USDC Outflows Surpass $10B as Tether’s Stablecoin Dominance Reaches 22-Month High
Crypto investors are fleeing Circle’s USD coin (USDC) stablecoin, with many of them switching to Tether, which has reached a 22-month high in market share.
USDC token net outflows have surpassed $10 billion since March 10, when regulators shuttered key reserve banking partner Silicon Valley Bank. U.S. payments firm Circle has weathered SVB’s collapse, and USDC has re-established the dollar price peg it lost in the immediate aftermath, but the token has still dropped 23% from its one-time $43 billion market capitalization, according to crypto price tracker CoinGecko.
USDC’s plunge comes as the stablecoin sector has been severely tested by banking sector uncertainties and increasing regulatory scrutiny. Binance’s BUSD token has also plummeted, among other stablecoins.
USDC remains the second-largest stablecoin with a market capitalization of $33 billion. Circle backs the token’s value with short-term government bonds administered by investment management giant BlackRock and cash reserves at various U.S. banks.Read more: What’s the Point of Stablecoins? The Reasons, Risks and Types to Know
Outflows surged starting March 10 as SVB imploded, locking $3.3 billion of cash reserve deposit in its vaults for days until government intervention. The event tossed the stablecoin market into turmoil as USDC and smaller stablecoins lost their price peg temporarily, and also highlighted how fiat-backed stablecoins rely on the soundness of traditional financial systems.

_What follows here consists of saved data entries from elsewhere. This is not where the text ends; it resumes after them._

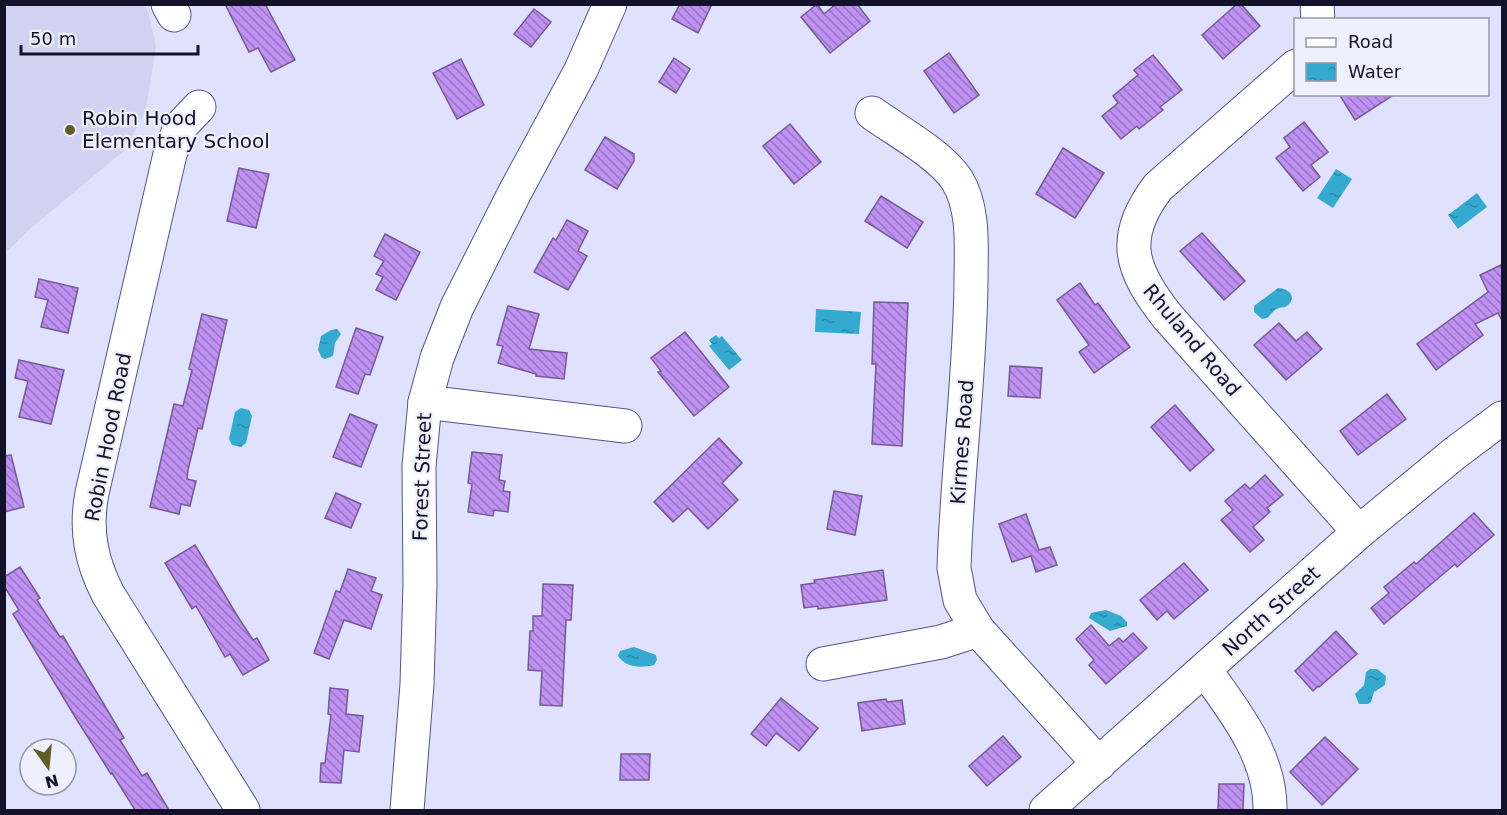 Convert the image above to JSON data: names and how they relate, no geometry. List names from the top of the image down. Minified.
{"streets":{"street":["Rhuland Road","Robin Hood Road","Kirmes Road","Forest Street","North Street"]},"crossings":[["Rhuland Road","North Street"],["Kirmes Road","North Street"]],"places":["Robin Hood Elementary School"],"legend":["Road","Water"],"scale_bar":"50 m","north":"bottom"} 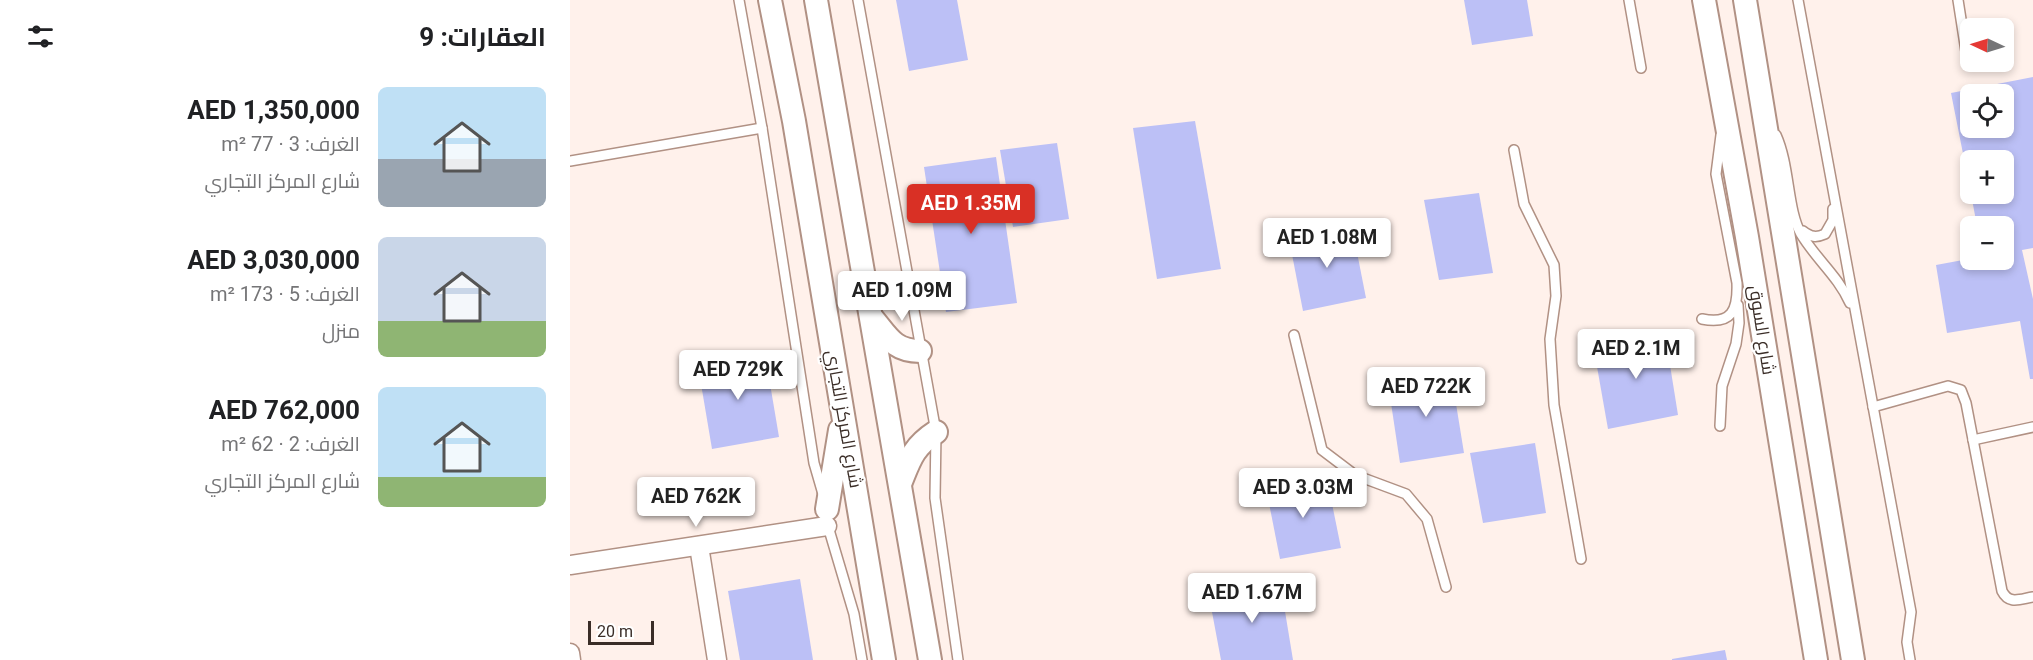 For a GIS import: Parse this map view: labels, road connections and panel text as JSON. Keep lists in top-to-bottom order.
{
  "streets": {
    "street": ["شارع السوق", "شارع المركز التجاري"]
  },
  "scale_bar": "20 m",
  "north": "left",
  "page": {
    "heading": "العقارات: 9",
    "map_buttons": ["+", "−"],
    "list": [
      {
        "name": "AED 1,350,000",
        "note": "الغرف: 3 · 77 m² · شارع المركز التجاري"
      },
      {
        "name": "AED 3,030,000",
        "note": "الغرف: 5 · 173 m² · منزل"
      },
      {
        "name": "AED 762,000",
        "note": "الغرف: 2 · 62 m² · شارع المركز التجاري"
      }
    ],
    "price": [
      "AED 1.35M",
      "AED 1.08M",
      "AED 1.09M",
      "AED 2.1M",
      "AED 729K",
      "AED 722K",
      "AED 3.03M",
      "AED 762K",
      "AED 1.67M"
    ],
    "scale": "20 m"
  }
}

Over the past week, investors have redeemed $1.5 billion more USDC than new issuance, including bankrupt crypto broker Voyager, which redeemed $150 million on Tuesday. As USDC pegs its price at $1, a decreased token supply means investors have exchanged USDC tokens for U.S. dollars. The result is net outflows.
“USDC has survived the battle, but it remains unclear whether it will win the war,” digital asset brokerage Enigma Securities wrote earlier this month in a report.
Tether’s rising dominance
Most investors seem to have fled to Tether’s USDT, the largest stablecoin in the market, boosting its dominance to its highest level since May 2021.
USDT is a key piece of infrastructure of the crypto ecosystem and widely used for facilitating trading on exchanges. Its issuer, Tether, has faced scrutiny over its reserve assets and lack of transparency for years, but those issues appear to have recently become a lesser concern among investors.
The $132 billion stablecoin market has been in the middle of a major reshuffling since February when New York regulators told stablecoin issuer Paxos to stop minting Binance USD (BUSD), the third-largest stablecoin. BUSD’s supply has tumbled below $8 billion from $16 billion in early February.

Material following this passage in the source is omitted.